Take your time, but FYI when you get there: A Process creates three OS level pipes (I think stdin is a pipe as well, but as it's not problematic we can ignore it), two of which are stdout and stderr. When you run this from a console/terminal, these will normally be printed in the console, unless you have redirected them somewhere else. The problem is that, although there will often be some buffering somewhere (either in the JVM, the OS or in the program producing the output), there's no guarantee that any buffering exists in this pipeline (and I've absolutely experienced this, so it's not just hypothetical - a made a "test" to cause this to happen for the Exec binding).

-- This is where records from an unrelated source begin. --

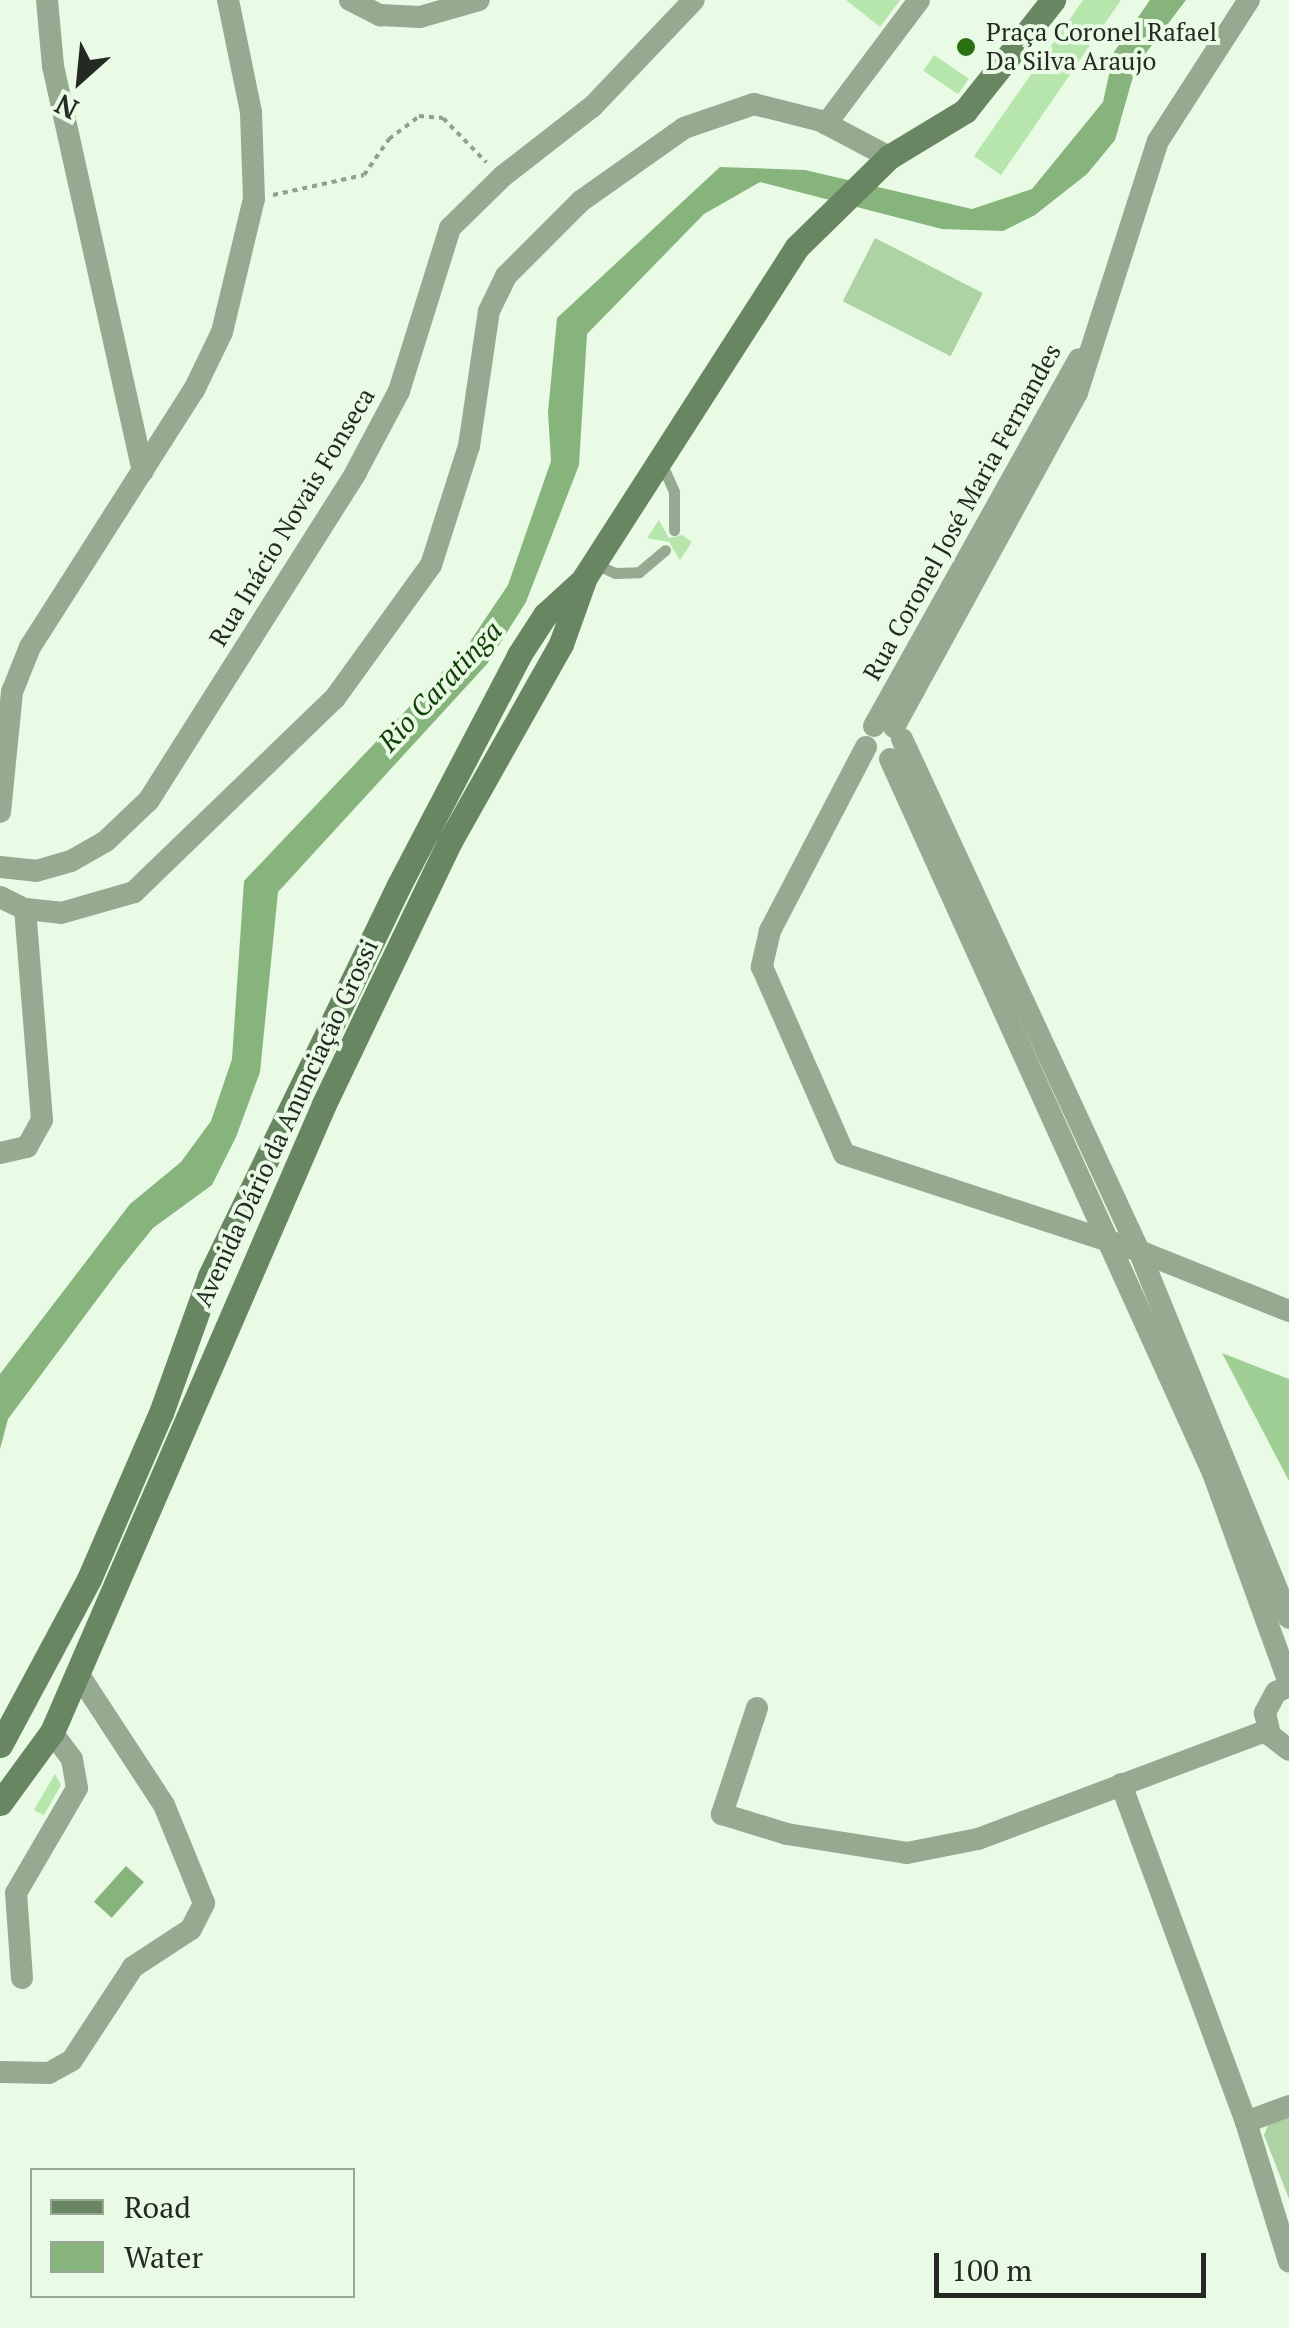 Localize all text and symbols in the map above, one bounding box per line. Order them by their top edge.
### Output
place label: Praça Coronel Rafael Da Silva Araujo [986,18,1217,77]
north arrow [30,30,130,130]
marker: Praça Coronel Rafael Da Silva Araujo [955,36,977,58]
text: N [48,86,84,128]
street label: Rua Coronel José Maria Fernandes [857,339,1067,685]
street label: Rua Inácio Novais Fonseca [203,383,381,651]
water label: Rio Caratinga [371,614,509,758]
street label: Avenida Dário da Anunciação Grossi [187,935,385,1311]
legend [30,2168,355,2298]
text: Road [124,2187,191,2227]
scale bar [939,2233,1212,2295]
text: Water [124,2237,203,2277]
text: 100 m [951,2250,1032,2290]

If the running program/process tries to write to one of these pipes and there is no buffering, or the buffer is full, their "write command" will block until there is space in the pipe. This is a normal OS "blocking I/O" operation, and will apply to any process that tries to write when there's no space to do so. Thus, the Java program that "handles" this process must make sure to always consume whatever is written to these pipes while the process is running, or it could "block forever"/deadlock. That is not what is done here, instead stdout might be partially or fully consumed after the process is finished, or it might not be consumed at all. stderr is completely ignored. One can only imagine all the problems this might cause, processes that "never finish", pipes that are never fully consumed...

After a quick look, it seems like the "arpping" command handles Process in the same way.

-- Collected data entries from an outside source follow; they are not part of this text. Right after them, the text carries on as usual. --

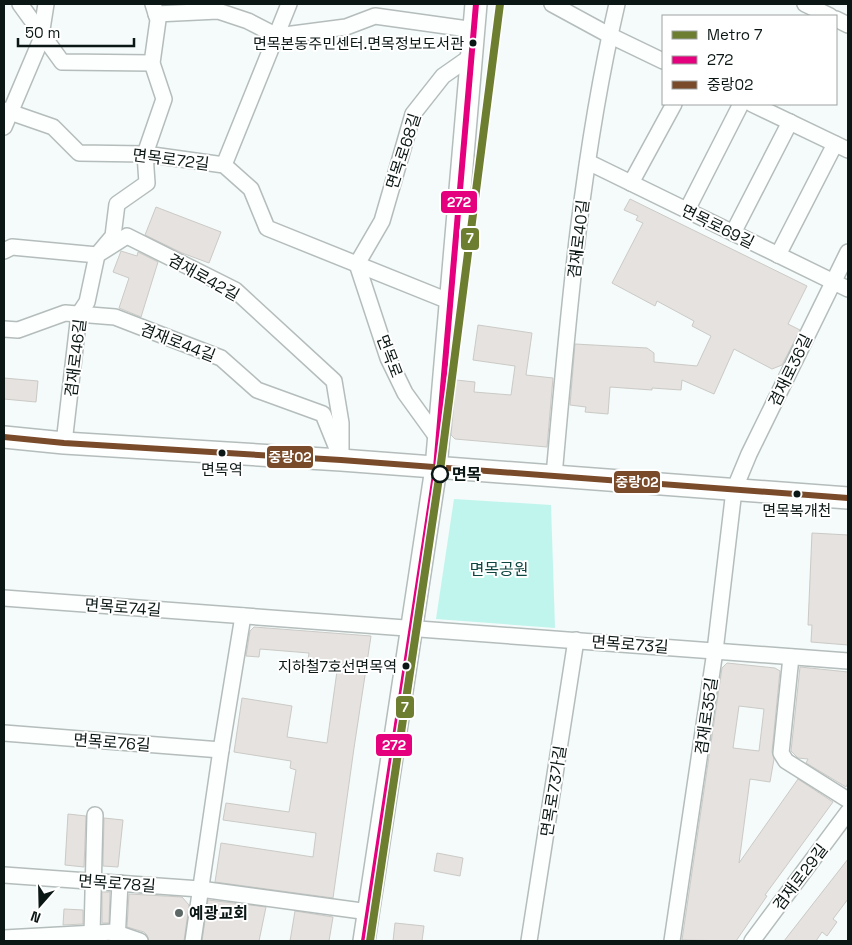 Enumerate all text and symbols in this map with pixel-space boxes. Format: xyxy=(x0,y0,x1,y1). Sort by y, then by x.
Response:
scale bar xyxy=(18,15,134,47)
legend xyxy=(662,15,837,105)
text: 50 m xyxy=(25,23,60,42)
text: Metro 7 xyxy=(707,25,762,44)
place label: 면목본동주민센터.면목정보도서관 xyxy=(253,34,464,53)
marker: 면목본동주민센터.면목정보도서관 xyxy=(468,38,478,48)
text: 272 xyxy=(707,50,733,69)
text: 중랑02 xyxy=(707,75,753,94)
street label: 면목로68길 xyxy=(381,111,426,192)
street label: 면목로72길 xyxy=(131,144,211,175)
line badge: 272 xyxy=(440,190,478,214)
text: 272 xyxy=(447,193,471,211)
street label: 겸재로40길 xyxy=(563,199,594,280)
street label: 면목로69길 xyxy=(678,200,758,253)
line badge: 7 xyxy=(460,227,480,251)
text: 7 xyxy=(466,229,474,247)
street label: 겸재로42길 xyxy=(164,249,243,306)
street label: 겸재로46길 xyxy=(60,318,91,398)
street label: 겸재로44길 xyxy=(137,319,218,366)
street label: 겸재로36길 xyxy=(764,330,817,410)
street label: 면목로 xyxy=(372,332,407,381)
line badge: 중랑02 xyxy=(266,445,314,469)
marker: 면목역 xyxy=(217,448,227,458)
text: 중랑02 xyxy=(268,448,312,466)
place label: 면목역 xyxy=(201,460,243,479)
place label: 면목 xyxy=(452,464,481,485)
marker: 면목 xyxy=(431,465,449,483)
line badge: 중랑02 xyxy=(613,470,661,494)
text: 중랑02 xyxy=(615,473,659,491)
marker: 면목복개천 xyxy=(792,489,802,499)
place label: 면목복개천 xyxy=(762,501,832,520)
park label: 면목공원 xyxy=(470,559,528,580)
street label: 면목로74길 xyxy=(84,594,162,621)
street label: 면목로73길 xyxy=(591,631,669,658)
place label: 지하철7호선면목역 xyxy=(278,657,397,676)
marker: 지하철7호선면목역 xyxy=(401,661,411,671)
street label: 겸재로35길 xyxy=(691,676,722,756)
line badge: 7 xyxy=(395,695,415,719)
text: 7 xyxy=(401,698,409,716)
street label: 면목로76길 xyxy=(73,729,151,756)
line badge: 272 xyxy=(375,733,413,757)
text: 272 xyxy=(382,736,406,754)
street label: 면목로73가길 xyxy=(536,744,571,838)
street label: 겸재로29길 xyxy=(768,840,832,915)
street label: 면목로78길 xyxy=(77,870,157,897)
north arrow xyxy=(15,880,65,930)
place label: 예광교회 xyxy=(189,903,248,924)
text: N xyxy=(28,907,43,927)
marker: 예광교회 xyxy=(173,907,185,919)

This isn't necessarily difficult to fix, but testing that it works properly under all circumstances can be daunting. That said, we can already "know" that the current code won't work properly under all circumstances, so it might still be worth making something more likely to work even if we're not able to test it under enough variety of circumstances.

I could consider making a PR against your PR for this part, so that you don't need to think about the process handling on top of the treading stuff.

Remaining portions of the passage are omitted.